Unnamed: 0,symbol,fiscalDateEnding,reportedEPS
164,CSCO,2010-07-31,1.61
331,CSCO,2011-07-30,1.61
517,CSCO,2012-07-28,1.85
709,CSCO,2013-07-27,2.02
907,CSCO,2014-07-26,2.06
1106,CSCO,2015-07-25,2.2
1307,CSCO,2016-07-30,2.36
1510,CSCO,2017-07-29,2.39
1923,CSCO,2019-07-27,3.09
2136,CSCO,2020-07-25,3.2


We can even load and check the original datasets to see if we did something wrong in our merging and dataset creation operations:

In [57]:
income_data = pd.read_csv('../data/raw/income_statement_annual.csv')
income_data[(income_data['symbol'] == 'CSCO') & (income_data.fiscalDateEnding.str.contains('2018'))][['fiscalDateEnding', 'symbol']]

Unnamed: 0,fiscalDateEnding,symbol
1822,2018-07-28,CSCO


In [58]:
balance_data = pd.read_csv('../data/raw/balance_sheet_annual.csv')
balance_data[(balance_data['symbol'] == 'CSCO') & (balance_data.fiscalDateEnding.str.contains('2018'))][['fiscalDateEnding', 'symbol']]

Unnamed: 0,fiscalDateEnding,symbol
1132,2018-07-29,CSCO


Now, I understand why we do not have data for Cisco in 2018 in our dataset.

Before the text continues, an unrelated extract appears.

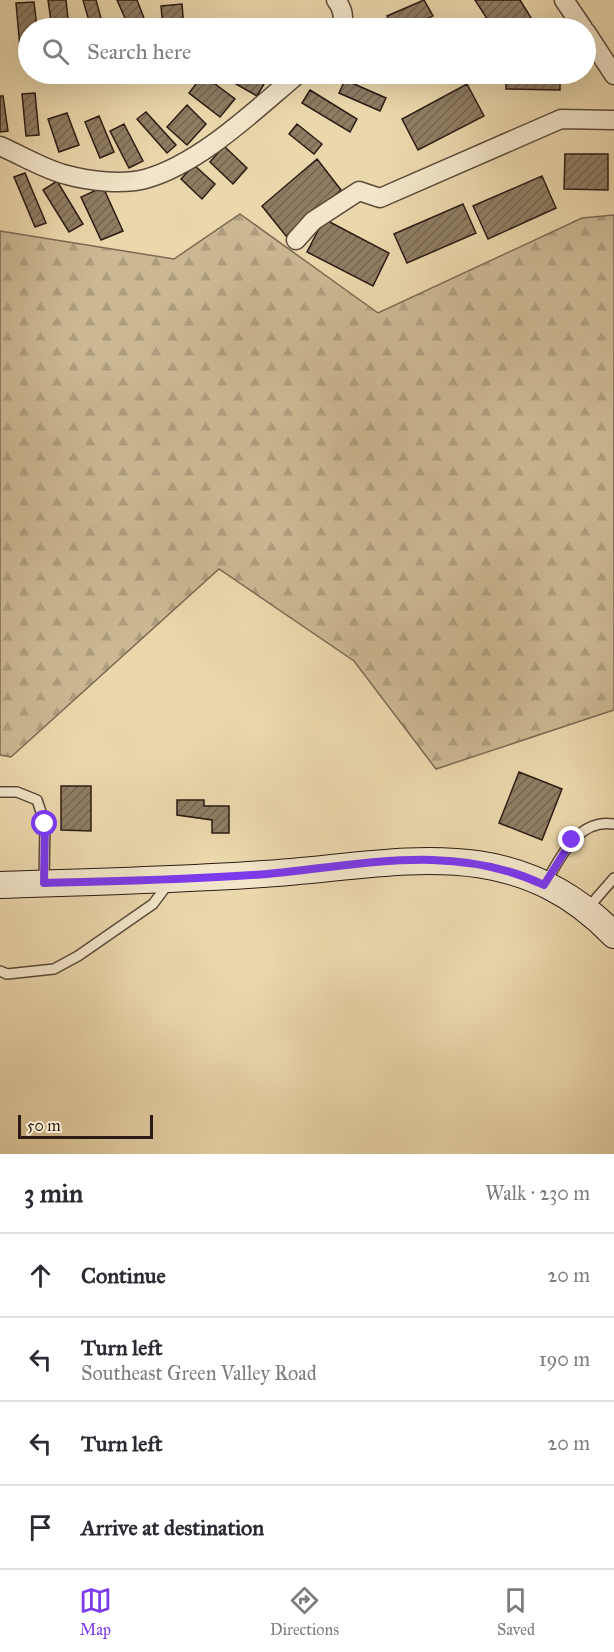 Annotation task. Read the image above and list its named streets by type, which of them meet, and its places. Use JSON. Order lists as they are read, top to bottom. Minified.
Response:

We can see that the 2018 *fiscalDateEnding* for 2018 are not exactly the same between what we have in the balance sheet data (2018-07-29) and the income statement data (2018-07-28). The problem is that I used and inner join merging operation on the exact value of the *fiscalDateEnding* variable to merge those two datasets. 2018 was not able to merged properly and was therefore excluded from the dataset. This means that, we should probably try to merge on YYYY-MM instead of YYYY-MM-DD. This can be easily implemented in the code. Note that this may also fix the issue for other observations.

**Independent variables**

### Data Distribution

#### Box-plots

### Correlation Analysis

#### Correlation Matrix

## Insights gained

Let's summarize the insights we gained from EDA and list the next actions we aleady identified.

- Small dataset with ~3k observations
- 67 features including the target, 63 of which are numerical
- 2 non-numerical features to ID each observation
- 2 non-numerical features to define the sector and industry the company is evolving in. We may need to OHE them which would results in many more features.
- 1099 missing values for the target variable which was expected
- 2018 Cisco issue due to exact data merging between balance sheet data and income statement data. This lead to missing target value in 2013. Code must be fixed by merging on YYYY-MM instead.